One thing for sure is that audiences have the ability to move and adapt much, much faster than ever before. However long your previous audience cycle was, you can almost assuredly expect the next one to last half as long.
It’s Not About the Years
“A brand can be very aged, but still be young and modern in its consumers’ mind.” Jean-Marc Lehu, Communication and Media PhD Management, Université de Paris
Time and age don’t define a legacy or mature brand. The brand audience does. Many of the world’s most beloved brands are seemingly ageless. Even if they are decades or sometimes centuries old, and by any measure mature, they are not in decline. When consumers begin to neglect a brand is when the drop begins. This is when the audience begins to shrink and the trouble to start.
Your audience still loves your brand. That’s the good news. The bad news? They don’t think about you anymore.

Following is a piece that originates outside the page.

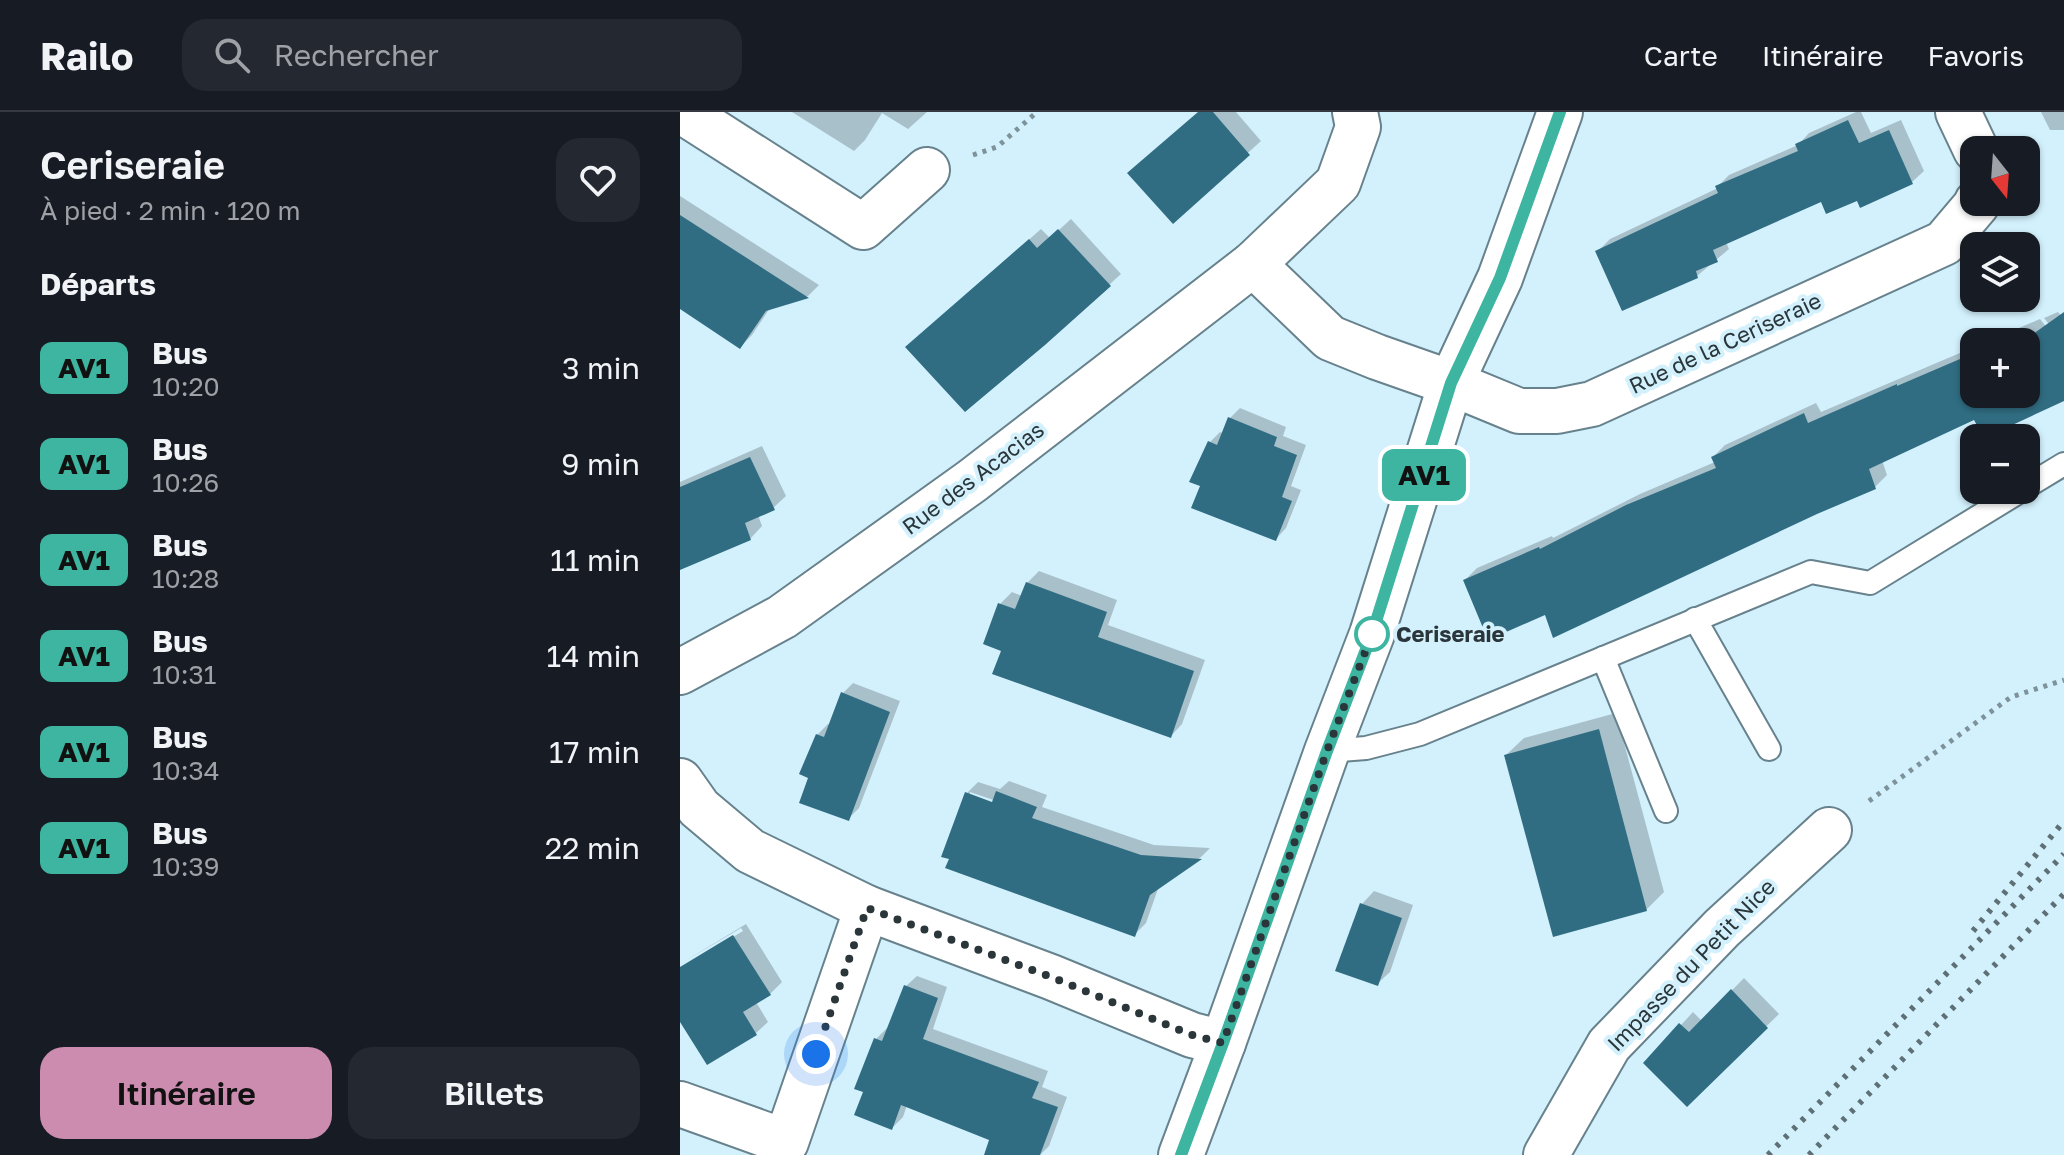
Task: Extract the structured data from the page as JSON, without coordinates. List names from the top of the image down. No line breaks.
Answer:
{"streets":{"street":["Rue de la Ceriseraie","Rue des Acacias","Impasse du Petit Nice"]},"crossings":[["Rue de la Ceriseraie","Rue des Acacias"]],"places":["Ceriseraie"],"lines":["bus line AV1"],"north":"bottom","page":{"header":"Railo","search":"Rechercher","nav":["Carte","Itinéraire","Favoris"],"heading":[["Ceriseraie","À pied · 2 min · 120 m"],"Départs"],"on_map":"AV1","map_buttons":["+","−"],"list":[{"mark":"AV1","name":"Bus","note":"10:20","value":"3 min"},{"mark":"AV1","name":"Bus","note":"10:26","value":"9 min"},{"mark":"AV1","name":"Bus","note":"10:28","value":"11 min"},{"mark":"AV1","name":"Bus","note":"10:31","value":"14 min"},{"mark":"AV1","name":"Bus","note":"10:34","value":"17 min"},{"mark":"AV1","name":"Bus","note":"10:39","value":"22 min"}],"buttons":["Itinéraire","Billets"]}}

Research shows that most of these declining brands are still appreciated by their audience. The audience still likes them, but they don’t purchase or engage with them anymore. It is not necessarily a reflection of the brand’s quality. It could be because the brand seems too familiar to an audience looking for something new, or just appears dated compared to competitors. When that happens, market share drops, sales slip, and eventually those brands disappear from the audiences’ memory.
Switch ABC to ABL—Always Be Listening
When was the last time you really had a conversation with your audience and listened? Thanks to social media, it’s easier than ever to discover what is on your customers’ minds and what they are saying about your brand. But you have to participate in an authentic and respectful manner. Have the discipline to create the most meaningful types of engagement versus just adding to the chatter. Deep within every audience are influencers, opinion drivers and trusted authorities—dressed as everyday people living in a very social world.

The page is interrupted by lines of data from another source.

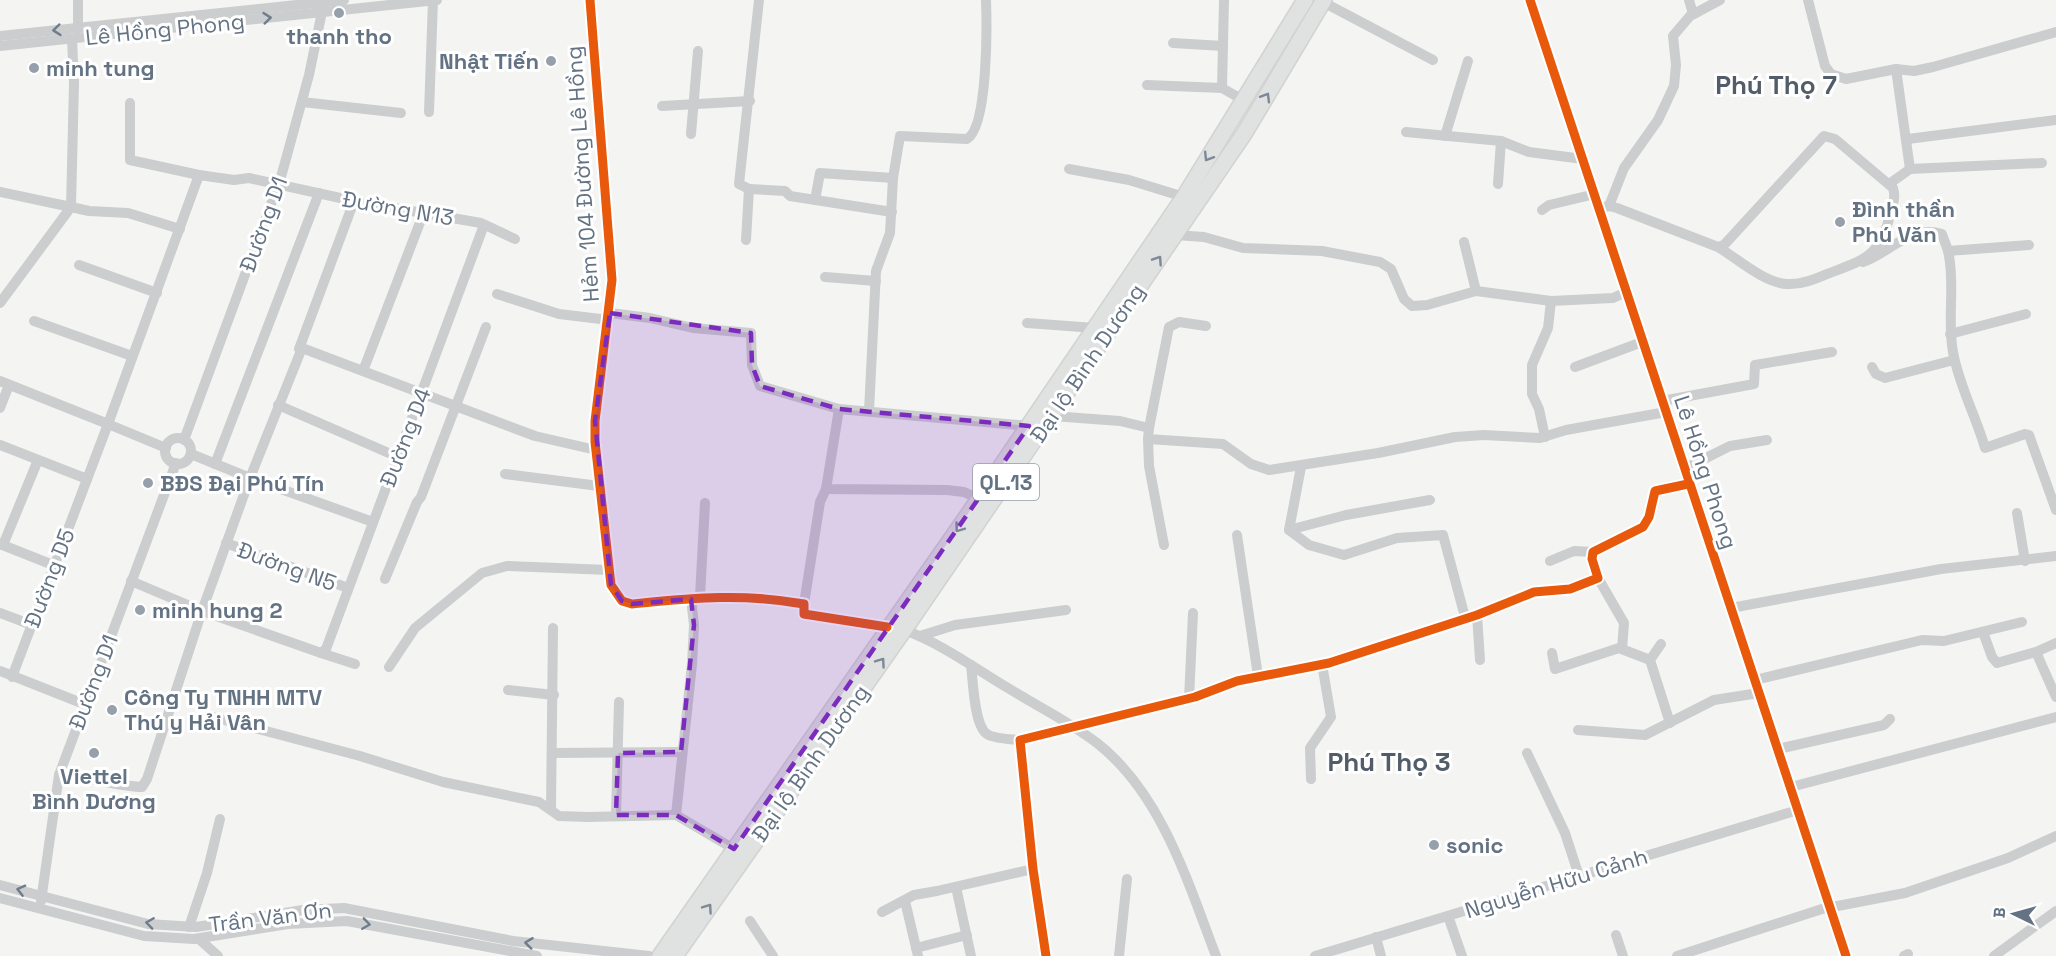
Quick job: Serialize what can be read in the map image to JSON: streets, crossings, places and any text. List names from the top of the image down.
{
  "streets": {
    "highway": ["Đại lộ Bình Dương", "QL.13"],
    "street": [
      "Lê Hồng Phong",
      "Hẻm 104 Đường Lê Hồng",
      "Đường N13",
      "Đường D1",
      "Đường D4",
      "Đường N5",
      "Đường D5",
      "Nguyễn Hữu Cảnh",
      "Trần Văn Ơn"
    ]
  },
  "crossings": [
    ["Lê Hồng Phong", "Đường D1"],
    ["Lê Hồng Phong", "Nguyễn Hữu Cảnh"],
    ["Hẻm 104 Đường Lê Hồng", "Đại lộ Bình Dương"],
    ["Đường N13", "Đường D1"],
    ["Đường N13", "Đường D4"],
    ["Đường N13", "Đường D5"],
    ["Đường D1", "Trần Văn Ơn"],
    ["Đường D4", "Đường N5"]
  ],
  "districts": ["Phú Thọ 7", "Phú Thọ 3"],
  "places": [
    "thanh tho",
    "Nhật Tiến",
    "minh tung",
    "Đình thần Phú Văn",
    "BĐS Đại Phú Tín",
    "minh hung 2",
    "Công Ty TNHH MTV Thú y Hải Vân",
    "Viettel Bình Dương",
    "sonic"
  ],
  "north": "left"
}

Five Potential Indicators of a Declining Brand Audience
A vibrant and active brand audience is one sign of a healthy brand. But not every brand is fortunate enough have an extremely vocal audience. How else can you tell if your brand audience is healthy? Here are some key indicators of a declining brand audience. Any one of them could indicate trouble ahead.
1. Decreasing Consumer Population
Is the total number of people in your audience shrinking? If your brand operates through bricks and mortar locations in areas where the population is not growing, that’s one concern. If you manufactured typewriters towards the end of the last century, you would have experienced a shrinking audience for a completely different reason. But both face the challenge of smaller available audiences that must be addressed.
2. Non-renewals
If you offer a service or subscription, are your customers continuing to return or renew? It’s generally accepted that it’s much more expensive and difficult to acquire new customers than to retain existing ones. A drop here can be an indicator that your audience is drifting away. You could even lump in a reduction in customer complaints here. Unless you’ve made dramatic improvements, a lack of complaints might mean your customers are moving on. They’re disinvested and not telling you.
3. Increasing Consumer Average Age
When the average age of your consumer continuously increases each year, it doesn’t take a mathematical genius to plot the end date for your brand. It also likely means that you are not bringing in an adequate population of new customers. People don’t live forever and your pool of available customers will gradually evaporate every year.
4. Unsuccessful Product Launches and Updates
Fawning press attention is one thing. Lack of customer acceptance is another. If your product changes and advancement aren’t gaining acceptance in the marketplace, your brand won’t be able to move forward. Brands that don’t move forward are in trouble. A cautionary note here: brand evolutions that are too dramatic can risk alienating your audience as much as moves that aren’t seen as significant.
5. Absent Younger Consumer Segments
It’s true: children are our future, certainly our future customers in many cases. But even products designed for older adults need to ensure that they continue to reach out and connect with those in the age demographic younger than their core audience. If your audience is missing these segments, your growth potential, and long-term brand health are in jeopardy.
Next Steps
If you recognize any of these patterns, it’s time to take action. You have essentially two courses of action; modify your existing audiences, or enlarge them. That’s a subject that merits its own discussion.